Serving Clovis, Portales and the Surrounding Communities
Freedom New Mexico
Drug battles in Mexico have been growing increasingly violent, and increasingly close to Texas’ Rio Grande Valley residents. Shootouts in Matamoros, Reynosa and other border towns are now being reported daily. It’s proper, then, for our border senators to try to secure more funding to improve our nation’s border crossings.
Both senators from Texas, Arizona, California and New Mexico — four Democrats and four Republicans — sent a letter last week to Jeffery Zients, acting director of the federal Office of Management and Budget, asking that as the OMB works on the 2012 federal budget it consider the need to improve the border crossings. Budget proposals will be submitted to Congress early next year.
“In this difficult budget climate, your office faces substantial challenges,” the letter tells Zients. “However, strengthening Southwest land ports of entry should be a national priority.” The letter notes that border officials have to check illegal flows of drugs, money, people and weapons between the two countries.

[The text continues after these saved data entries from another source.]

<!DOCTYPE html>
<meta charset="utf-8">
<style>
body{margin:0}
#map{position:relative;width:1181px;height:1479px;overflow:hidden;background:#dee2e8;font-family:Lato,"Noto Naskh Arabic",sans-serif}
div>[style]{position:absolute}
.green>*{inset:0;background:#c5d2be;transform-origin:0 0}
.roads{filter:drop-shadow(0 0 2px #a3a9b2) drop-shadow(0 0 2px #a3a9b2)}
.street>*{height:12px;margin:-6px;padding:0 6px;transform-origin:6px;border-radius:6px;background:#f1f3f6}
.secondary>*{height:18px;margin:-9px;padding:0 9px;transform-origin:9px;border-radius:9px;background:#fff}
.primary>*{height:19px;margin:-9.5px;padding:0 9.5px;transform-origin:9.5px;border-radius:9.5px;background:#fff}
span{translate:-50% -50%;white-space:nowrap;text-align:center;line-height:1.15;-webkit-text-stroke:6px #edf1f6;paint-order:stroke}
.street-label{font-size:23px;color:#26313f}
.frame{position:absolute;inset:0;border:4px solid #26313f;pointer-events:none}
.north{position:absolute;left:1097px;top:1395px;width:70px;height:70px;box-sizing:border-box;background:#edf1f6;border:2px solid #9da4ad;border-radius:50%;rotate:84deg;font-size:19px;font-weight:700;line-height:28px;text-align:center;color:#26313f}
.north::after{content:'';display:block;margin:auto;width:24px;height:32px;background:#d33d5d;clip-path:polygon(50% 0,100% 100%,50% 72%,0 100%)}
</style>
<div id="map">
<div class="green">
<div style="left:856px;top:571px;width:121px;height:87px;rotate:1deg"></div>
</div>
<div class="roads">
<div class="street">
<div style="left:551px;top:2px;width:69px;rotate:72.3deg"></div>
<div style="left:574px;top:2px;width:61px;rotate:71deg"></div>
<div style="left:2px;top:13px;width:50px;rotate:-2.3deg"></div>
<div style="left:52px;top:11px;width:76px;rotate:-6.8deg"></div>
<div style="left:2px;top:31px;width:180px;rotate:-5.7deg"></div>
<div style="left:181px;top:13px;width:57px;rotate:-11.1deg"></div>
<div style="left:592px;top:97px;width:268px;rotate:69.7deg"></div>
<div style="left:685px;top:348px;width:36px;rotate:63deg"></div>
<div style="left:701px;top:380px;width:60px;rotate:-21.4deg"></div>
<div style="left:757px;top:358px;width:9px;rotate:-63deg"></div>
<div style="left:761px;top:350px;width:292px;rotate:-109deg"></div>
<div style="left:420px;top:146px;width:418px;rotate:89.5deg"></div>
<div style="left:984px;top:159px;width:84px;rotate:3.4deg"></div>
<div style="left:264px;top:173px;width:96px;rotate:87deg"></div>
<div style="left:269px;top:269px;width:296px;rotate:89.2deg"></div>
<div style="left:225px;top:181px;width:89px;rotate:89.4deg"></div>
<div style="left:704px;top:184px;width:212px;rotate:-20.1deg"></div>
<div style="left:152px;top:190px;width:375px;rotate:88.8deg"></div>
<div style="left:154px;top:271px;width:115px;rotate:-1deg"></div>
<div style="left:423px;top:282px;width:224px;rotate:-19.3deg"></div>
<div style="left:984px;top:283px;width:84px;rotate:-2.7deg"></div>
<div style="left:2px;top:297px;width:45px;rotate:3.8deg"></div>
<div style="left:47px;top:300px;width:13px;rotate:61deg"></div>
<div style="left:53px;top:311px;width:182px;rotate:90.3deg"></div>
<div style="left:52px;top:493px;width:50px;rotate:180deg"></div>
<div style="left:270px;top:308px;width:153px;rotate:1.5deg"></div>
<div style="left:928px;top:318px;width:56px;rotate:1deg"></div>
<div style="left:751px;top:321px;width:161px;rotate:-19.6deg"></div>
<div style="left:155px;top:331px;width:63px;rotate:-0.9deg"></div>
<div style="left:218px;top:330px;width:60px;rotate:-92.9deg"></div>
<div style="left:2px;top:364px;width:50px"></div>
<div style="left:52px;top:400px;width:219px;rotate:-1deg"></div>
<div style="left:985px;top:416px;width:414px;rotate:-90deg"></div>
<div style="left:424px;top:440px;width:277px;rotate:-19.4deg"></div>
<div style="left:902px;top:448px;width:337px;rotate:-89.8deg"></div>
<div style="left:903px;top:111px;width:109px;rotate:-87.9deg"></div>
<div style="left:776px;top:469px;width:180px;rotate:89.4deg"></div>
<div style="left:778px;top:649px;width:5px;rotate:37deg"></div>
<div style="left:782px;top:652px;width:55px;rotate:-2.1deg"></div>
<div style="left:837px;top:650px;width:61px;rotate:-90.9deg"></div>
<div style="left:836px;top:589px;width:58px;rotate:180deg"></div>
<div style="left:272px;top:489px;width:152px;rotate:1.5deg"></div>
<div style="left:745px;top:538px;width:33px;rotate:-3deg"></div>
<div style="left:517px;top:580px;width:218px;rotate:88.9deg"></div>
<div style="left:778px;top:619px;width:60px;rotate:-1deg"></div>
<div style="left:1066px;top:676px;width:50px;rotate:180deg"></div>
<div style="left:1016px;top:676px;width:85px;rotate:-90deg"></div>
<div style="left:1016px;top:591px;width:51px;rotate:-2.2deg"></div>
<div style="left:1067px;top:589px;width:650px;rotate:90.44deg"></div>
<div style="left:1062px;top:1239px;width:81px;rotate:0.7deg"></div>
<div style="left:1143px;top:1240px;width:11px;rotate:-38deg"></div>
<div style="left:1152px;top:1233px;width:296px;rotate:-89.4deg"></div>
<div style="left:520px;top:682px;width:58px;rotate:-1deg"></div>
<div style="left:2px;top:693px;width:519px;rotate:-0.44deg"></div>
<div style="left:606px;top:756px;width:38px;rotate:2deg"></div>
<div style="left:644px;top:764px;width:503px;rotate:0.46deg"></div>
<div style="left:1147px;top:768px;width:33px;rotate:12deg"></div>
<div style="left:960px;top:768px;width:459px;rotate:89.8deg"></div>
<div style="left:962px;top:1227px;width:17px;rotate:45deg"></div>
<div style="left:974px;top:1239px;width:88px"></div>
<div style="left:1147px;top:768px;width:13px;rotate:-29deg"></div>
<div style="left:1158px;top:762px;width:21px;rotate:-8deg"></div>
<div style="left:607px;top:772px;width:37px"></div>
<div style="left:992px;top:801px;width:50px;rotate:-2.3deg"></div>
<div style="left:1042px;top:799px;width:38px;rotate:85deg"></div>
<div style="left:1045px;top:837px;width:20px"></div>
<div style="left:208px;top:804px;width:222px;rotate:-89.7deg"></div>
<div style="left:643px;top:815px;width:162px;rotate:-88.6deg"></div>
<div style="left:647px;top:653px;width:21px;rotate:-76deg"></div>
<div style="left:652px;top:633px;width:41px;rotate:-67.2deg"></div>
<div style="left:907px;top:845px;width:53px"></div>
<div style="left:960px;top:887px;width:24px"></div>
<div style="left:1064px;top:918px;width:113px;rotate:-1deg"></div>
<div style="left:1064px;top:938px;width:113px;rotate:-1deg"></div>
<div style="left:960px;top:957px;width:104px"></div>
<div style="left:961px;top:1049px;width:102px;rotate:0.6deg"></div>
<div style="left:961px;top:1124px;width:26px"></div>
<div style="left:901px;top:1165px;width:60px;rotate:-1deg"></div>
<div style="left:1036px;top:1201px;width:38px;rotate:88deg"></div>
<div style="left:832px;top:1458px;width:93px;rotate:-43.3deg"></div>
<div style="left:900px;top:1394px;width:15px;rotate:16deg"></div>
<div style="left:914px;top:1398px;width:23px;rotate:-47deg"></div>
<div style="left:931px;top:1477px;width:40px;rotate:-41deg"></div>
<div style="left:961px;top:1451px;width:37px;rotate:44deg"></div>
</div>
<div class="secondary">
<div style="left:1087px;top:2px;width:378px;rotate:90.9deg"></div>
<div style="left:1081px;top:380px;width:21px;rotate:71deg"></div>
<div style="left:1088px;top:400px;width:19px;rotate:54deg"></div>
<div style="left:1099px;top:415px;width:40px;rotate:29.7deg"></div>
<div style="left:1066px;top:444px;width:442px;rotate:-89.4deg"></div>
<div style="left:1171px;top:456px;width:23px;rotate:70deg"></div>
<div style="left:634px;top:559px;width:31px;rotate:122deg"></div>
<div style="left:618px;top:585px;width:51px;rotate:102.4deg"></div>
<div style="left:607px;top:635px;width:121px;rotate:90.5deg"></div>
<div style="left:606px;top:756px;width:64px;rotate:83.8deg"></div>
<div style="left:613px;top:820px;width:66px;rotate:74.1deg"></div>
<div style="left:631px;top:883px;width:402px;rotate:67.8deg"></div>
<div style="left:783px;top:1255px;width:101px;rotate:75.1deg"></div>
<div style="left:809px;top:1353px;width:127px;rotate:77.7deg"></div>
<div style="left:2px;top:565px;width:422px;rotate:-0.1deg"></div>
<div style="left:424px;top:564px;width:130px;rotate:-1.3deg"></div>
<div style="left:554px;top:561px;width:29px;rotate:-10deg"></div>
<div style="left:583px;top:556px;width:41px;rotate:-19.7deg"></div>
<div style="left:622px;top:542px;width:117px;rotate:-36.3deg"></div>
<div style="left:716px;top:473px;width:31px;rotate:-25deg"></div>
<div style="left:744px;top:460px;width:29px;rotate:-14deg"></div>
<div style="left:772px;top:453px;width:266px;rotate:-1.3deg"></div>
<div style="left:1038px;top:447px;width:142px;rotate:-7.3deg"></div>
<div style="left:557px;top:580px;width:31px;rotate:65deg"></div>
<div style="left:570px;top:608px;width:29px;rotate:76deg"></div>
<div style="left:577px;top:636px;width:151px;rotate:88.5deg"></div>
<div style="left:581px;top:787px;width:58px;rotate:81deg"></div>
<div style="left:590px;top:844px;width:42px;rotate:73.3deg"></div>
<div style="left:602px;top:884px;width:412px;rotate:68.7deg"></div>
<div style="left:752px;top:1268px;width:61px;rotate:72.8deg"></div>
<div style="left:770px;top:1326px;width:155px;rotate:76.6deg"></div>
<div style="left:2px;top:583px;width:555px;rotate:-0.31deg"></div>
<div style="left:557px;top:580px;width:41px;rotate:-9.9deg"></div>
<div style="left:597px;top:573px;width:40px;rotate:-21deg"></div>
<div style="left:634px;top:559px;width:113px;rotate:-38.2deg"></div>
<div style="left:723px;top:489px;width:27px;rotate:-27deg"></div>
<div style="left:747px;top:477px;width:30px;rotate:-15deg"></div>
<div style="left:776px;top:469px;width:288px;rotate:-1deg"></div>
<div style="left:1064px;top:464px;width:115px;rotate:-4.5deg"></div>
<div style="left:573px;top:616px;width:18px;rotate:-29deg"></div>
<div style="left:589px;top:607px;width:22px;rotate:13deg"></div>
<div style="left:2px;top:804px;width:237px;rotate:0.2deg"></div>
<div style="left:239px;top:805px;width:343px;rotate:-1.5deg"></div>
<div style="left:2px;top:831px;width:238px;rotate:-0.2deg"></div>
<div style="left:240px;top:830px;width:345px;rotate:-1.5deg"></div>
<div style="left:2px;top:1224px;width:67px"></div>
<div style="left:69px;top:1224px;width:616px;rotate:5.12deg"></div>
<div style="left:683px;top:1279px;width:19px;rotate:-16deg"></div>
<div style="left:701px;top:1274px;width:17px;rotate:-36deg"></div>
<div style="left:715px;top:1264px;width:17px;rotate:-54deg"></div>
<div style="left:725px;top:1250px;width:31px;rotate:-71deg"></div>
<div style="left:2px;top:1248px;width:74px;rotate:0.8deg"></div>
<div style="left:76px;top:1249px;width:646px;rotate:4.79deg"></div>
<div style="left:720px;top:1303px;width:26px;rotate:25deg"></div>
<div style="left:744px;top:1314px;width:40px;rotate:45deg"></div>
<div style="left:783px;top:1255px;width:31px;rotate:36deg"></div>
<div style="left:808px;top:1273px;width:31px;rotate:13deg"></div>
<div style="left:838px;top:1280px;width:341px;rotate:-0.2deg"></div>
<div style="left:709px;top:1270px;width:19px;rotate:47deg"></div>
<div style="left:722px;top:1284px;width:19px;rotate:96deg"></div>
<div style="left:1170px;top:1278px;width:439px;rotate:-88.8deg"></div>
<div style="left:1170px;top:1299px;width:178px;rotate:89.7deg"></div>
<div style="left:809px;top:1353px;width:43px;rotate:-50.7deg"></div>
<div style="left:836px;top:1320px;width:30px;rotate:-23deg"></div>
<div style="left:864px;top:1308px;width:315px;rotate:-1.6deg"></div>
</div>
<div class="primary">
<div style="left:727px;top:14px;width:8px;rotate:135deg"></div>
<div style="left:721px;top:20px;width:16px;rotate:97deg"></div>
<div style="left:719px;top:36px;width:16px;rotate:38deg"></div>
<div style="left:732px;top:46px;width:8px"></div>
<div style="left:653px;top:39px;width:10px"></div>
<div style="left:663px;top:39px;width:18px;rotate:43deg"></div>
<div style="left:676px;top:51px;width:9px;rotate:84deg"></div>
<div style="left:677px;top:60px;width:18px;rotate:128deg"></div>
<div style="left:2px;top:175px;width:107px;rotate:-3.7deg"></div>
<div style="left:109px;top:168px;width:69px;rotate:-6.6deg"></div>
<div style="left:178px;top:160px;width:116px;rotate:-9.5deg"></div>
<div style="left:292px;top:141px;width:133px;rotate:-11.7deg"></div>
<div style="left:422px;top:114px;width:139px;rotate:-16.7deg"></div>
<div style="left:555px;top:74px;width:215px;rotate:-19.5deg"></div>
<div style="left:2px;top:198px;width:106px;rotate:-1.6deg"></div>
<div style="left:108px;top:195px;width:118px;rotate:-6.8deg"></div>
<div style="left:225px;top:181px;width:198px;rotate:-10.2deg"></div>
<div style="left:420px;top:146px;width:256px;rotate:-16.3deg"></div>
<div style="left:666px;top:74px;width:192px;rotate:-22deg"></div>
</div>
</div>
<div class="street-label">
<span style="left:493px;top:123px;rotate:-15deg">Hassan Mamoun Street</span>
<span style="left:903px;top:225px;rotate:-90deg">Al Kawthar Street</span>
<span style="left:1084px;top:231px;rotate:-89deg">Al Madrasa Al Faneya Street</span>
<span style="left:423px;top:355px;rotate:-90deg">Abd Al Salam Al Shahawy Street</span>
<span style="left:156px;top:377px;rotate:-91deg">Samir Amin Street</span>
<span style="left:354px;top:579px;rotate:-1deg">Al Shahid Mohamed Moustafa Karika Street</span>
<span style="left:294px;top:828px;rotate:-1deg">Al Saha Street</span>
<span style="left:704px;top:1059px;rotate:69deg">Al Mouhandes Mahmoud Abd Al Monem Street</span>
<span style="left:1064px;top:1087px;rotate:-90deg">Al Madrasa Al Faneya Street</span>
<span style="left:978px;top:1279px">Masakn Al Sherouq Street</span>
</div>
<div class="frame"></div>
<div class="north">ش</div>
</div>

Even though Congress several times has called for dramatic increases for patrols along the border, the senators note that staffing at the bridges has remained below the demand for several years. Aging infrastructure also needs to be replaced and modernized in order to increase efficiency and implement new security measures, the letter states. Those new measures include inspections of vehicles crossing from the United States into Mexico, in an effort to reduce the flow of weapons to drug gangs in that country.
Increased vigilance using current procedures, however, would further slow the process and mean longer waits at the bridges. That could further deter casual daily crossings, and add to the woes of many U.S. businesses that rely on patrons from Mexico.
Activity on our international bridges has changed in recent years. Violence and the persistent recession have slowed casual traffic to and from Mexico, but commercial vehicle crossings continue to increase dramatically. The senators note that cross-border trade between the United States and Mexico in June of this year was $27.8 billion, 41 percent more than a year ago.
“Border commerce is vital to our nation, yet increasing congestion at our ports of entry diminishes our security,” the letter states.
Increased cross-border cargo means more commercial vehicles, and more merchandise, that need to be inspected every day. That gives officials two options: let more vehicles pass with cursory inspection or no inspection at all, or improve the equipment and staffing to make the inspections more thorough while making them more efficient. That requires money.
People can argue at length over the many services and programs the federal government has undertaken over the years, and that pull ever-increasing amounts of money from taxpayers’ pockets. The need for the government to keep our borders open and secure, however, is obvious.
Let’s hope the OMB chief gives the senators’ request the attention it deserves, and includes adequate resources for our border crossings in next year’s budget.